### TASK DETAILS
The lines below that include the word "setLineDash" are to be reported.
PROVIDED DATA section start
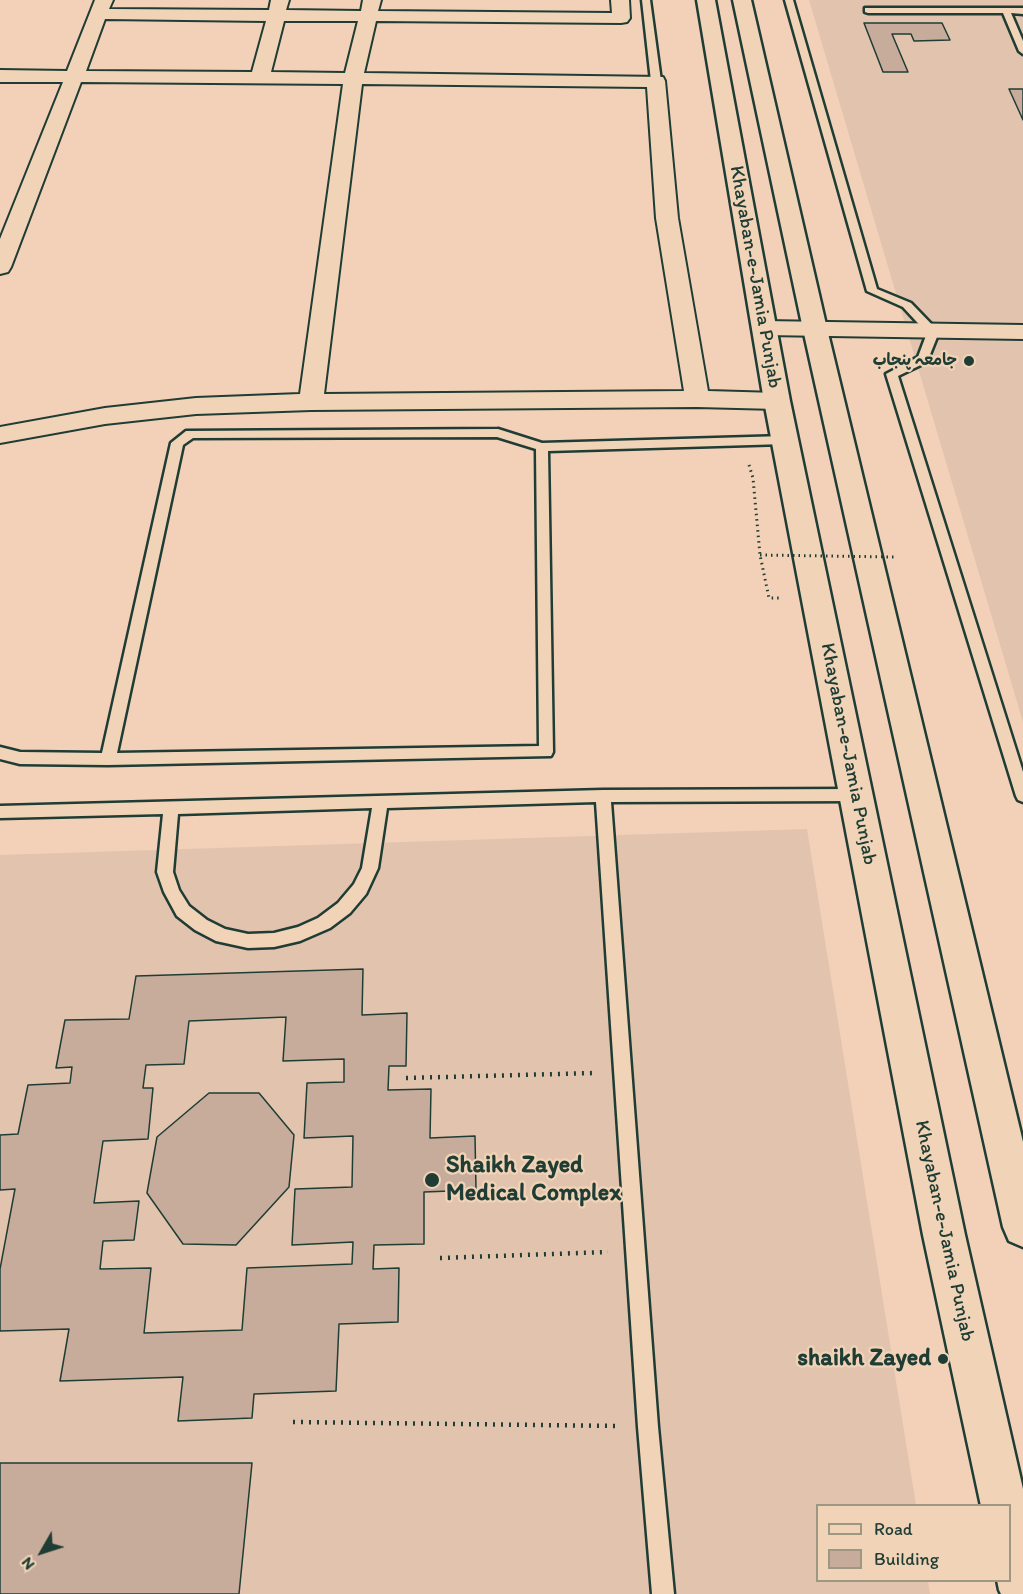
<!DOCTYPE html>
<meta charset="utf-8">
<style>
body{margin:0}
#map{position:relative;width:1023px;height:1594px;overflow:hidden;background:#f3d1b8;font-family:Itim,sans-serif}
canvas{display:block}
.legend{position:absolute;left:816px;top:1504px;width:195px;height:78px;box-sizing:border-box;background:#f1d4b8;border:2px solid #9d9883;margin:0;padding:8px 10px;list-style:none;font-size:18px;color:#1f3d34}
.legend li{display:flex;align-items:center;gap:12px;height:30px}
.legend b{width:30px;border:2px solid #9d9883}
.north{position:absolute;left:12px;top:1522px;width:60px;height:60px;-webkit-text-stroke:4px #f1d4b8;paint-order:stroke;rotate:231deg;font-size:16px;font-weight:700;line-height:24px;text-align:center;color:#1f3d34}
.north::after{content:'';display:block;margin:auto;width:21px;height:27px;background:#1f3d34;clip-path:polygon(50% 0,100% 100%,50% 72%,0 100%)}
</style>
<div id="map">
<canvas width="1023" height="1594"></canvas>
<ul class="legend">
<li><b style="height:8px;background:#f1d4b8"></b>Road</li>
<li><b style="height:16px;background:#c7ac9c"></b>Building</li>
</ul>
<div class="north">N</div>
</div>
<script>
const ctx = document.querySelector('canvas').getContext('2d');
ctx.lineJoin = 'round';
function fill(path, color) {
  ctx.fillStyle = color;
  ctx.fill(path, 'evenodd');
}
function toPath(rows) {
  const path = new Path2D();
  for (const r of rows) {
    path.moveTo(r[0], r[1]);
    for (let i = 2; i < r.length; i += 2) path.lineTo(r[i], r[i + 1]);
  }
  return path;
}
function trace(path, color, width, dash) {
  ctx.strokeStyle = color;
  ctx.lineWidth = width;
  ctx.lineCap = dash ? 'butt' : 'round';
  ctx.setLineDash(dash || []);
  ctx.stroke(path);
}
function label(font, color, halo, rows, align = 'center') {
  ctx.font = font + ' Itim,"Playpen Sans Arabic",sans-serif';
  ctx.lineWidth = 4.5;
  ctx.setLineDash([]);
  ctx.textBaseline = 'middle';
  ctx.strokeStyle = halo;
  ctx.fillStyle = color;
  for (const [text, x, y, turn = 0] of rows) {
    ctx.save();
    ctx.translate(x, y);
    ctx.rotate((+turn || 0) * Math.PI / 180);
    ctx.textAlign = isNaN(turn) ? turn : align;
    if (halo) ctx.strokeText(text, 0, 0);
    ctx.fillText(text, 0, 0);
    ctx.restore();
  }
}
fill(toPath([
 [809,0,1023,0,1023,722],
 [807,829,916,1505,818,1506,818,1580,928,1581,930,1594,0,1594,0,855]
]), '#e2c3ae');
const building = toPath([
 [864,23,942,23,950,40,914,41,911,34,892,34,908,72,883,72,864,23],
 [1009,89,1023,89,1023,120,1009,89],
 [363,969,362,1015,407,1013,406,1066,389,1066,388,1090,431,1089,430,1138,475,1136,476,1190,424,1192,424,1244,374,1245,373,1269,399,1268,398,1322,339,1324,336,1391,254,1394,252,1418,178,1421,183,1377,60,1381,69,1329,0,1331,0,1269,15,1189,0,1190,0,1135,18,1134,28,1085,70,1083,72,1067,56,1068,65,1020,129,1019,136,976,363,969],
 [286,1017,283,1061,344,1059,344,1082,307,1083,304,1138,353,1136,352,1187,295,1189,292,1245,353,1242,352,1264,247,1268,242,1330,144,1333,151,1268,100,1269,103,1241,134,1240,139,1201,94,1203,103,1141,148,1139,153,1088,143,1088,146,1065,184,1064,189,1021,286,1017],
 [209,1093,259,1093,294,1135,289,1187,236,1245,183,1244,147,1193,157,1137,209,1093],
 [0,1463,252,1463,239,1594,0,1594,0,1463]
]);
fill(building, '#c7ac9c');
trace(building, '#1f3d34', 1.5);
const lane = toPath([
 [642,0,650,0,661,81,656,84,651,81,642,0],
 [785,0,793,0,877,289,911,303,939,332,927,362,898,376,1023,772,1023,802,1018,800,1016,796,886,374,918,357,927,333,903,307,867,291,785,0],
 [865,8,1023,8,1023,14,1011,13,1023,41,1023,54,1019,51,1003,13,868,13,865,12,865,8],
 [498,429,542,443,785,436,791,440,785,444,548,451,553,752,551,756,108,765,20,764,0,759,0,747,20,752,102,753,171,443,186,431,498,429],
 [497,437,536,449,539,746,117,753,183,445,193,438,497,437],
 [856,789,861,791,863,795,861,799,856,801,611,802,658,1427,674,1594,652,1594,638,1427,596,802,387,808,378,868,366,894,350,913,330,928,300,941,274,947,248,948,216,941,195,930,177,916,164,892,157,872,163,814,0,818,0,806,603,790,856,789],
 [372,808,362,868,354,884,338,903,318,918,298,927,274,933,248,934,225,929,207,920,189,906,179,890,173,872,178,814,372,808]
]);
const street = toPath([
 [95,0,113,0,109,9,269,10,271,0,289,0,286,10,361,11,363,0,381,0,378,11,612,13,611,0,629,0,630,18,627,22,621,23,376,21,364,73,663,77,665,81,678,218,708,391,777,393,786,395,789,401,786,407,777,409,697,407,311,410,196,414,105,424,0,443,0,427,105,408,196,398,300,394,343,84,81,82,11,267,8,272,0,274,0,239,63,82,0,82,0,70,67,71,95,0],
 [105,19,266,21,252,72,86,71,105,19],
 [284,21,358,21,345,73,271,72,284,21],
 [362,84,647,87,656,218,684,391,324,394,362,84],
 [764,321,1023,325,1023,339,764,335,756,333,752,328,756,323,764,321]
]);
const secondary = toPath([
 [697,0,715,0,790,401,965,1235,1023,1489,1023,1594,1001,1594,999,1590,997,1580,1010,1580,1010,1506,981,1506,923,1235,764,401,697,0],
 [733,0,751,0,827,329,1023,1142,1023,1247,1009,1241,1003,1227,803,329,733,0]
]);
trace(lane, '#1f3d34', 5);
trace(street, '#1f3d34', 4);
trace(secondary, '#1f3d34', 5);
trace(toPath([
 [749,465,753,478,760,555,769,598,782,598]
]), '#1f3d34', 3, [1.5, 4]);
trace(toPath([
 [406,1078,595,1073],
 [440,1258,608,1252],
 [293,1422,620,1426]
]), '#1f3d34', 4.5, [2, 6]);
fill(lane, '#f1d4b8');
fill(street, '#f1d4b8');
fill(secondary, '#f1d4b8');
trace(toPath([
 [760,555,894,557]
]), '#1f3d34', 3, [1.5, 4]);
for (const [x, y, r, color] of [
 [969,361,6,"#1f3d34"],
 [432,1180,8,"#1f3d34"],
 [943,1359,6,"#1f3d34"]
]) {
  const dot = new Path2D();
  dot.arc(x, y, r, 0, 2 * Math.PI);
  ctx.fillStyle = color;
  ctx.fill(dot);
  trace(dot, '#f1d4b8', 2);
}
label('bold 16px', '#1f3d34', '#f1d4b8', [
 ["جامعہ پنجاب",957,361]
], 'right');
label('20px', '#1f3d34', '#f1d4b8', [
 ["Khayaban-e-Jamia Punjab",755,277,80],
 ["Khayaban-e-Jamia Punjab",848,754,79],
 ["Khayaban-e-Jamia Punjab",944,1231,78]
]);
label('bold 24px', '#1f3d34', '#f1d4b8', [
 ["Shaikh Zayed",446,1166],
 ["Medical Complex",446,1194],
 ["shaikh Zayed",931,1359,"right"]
], 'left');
</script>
PROVIDED DATA section end
### ANSWER BOX
  ctx.setLineDash(dash || []);
  ctx.setLineDash([]);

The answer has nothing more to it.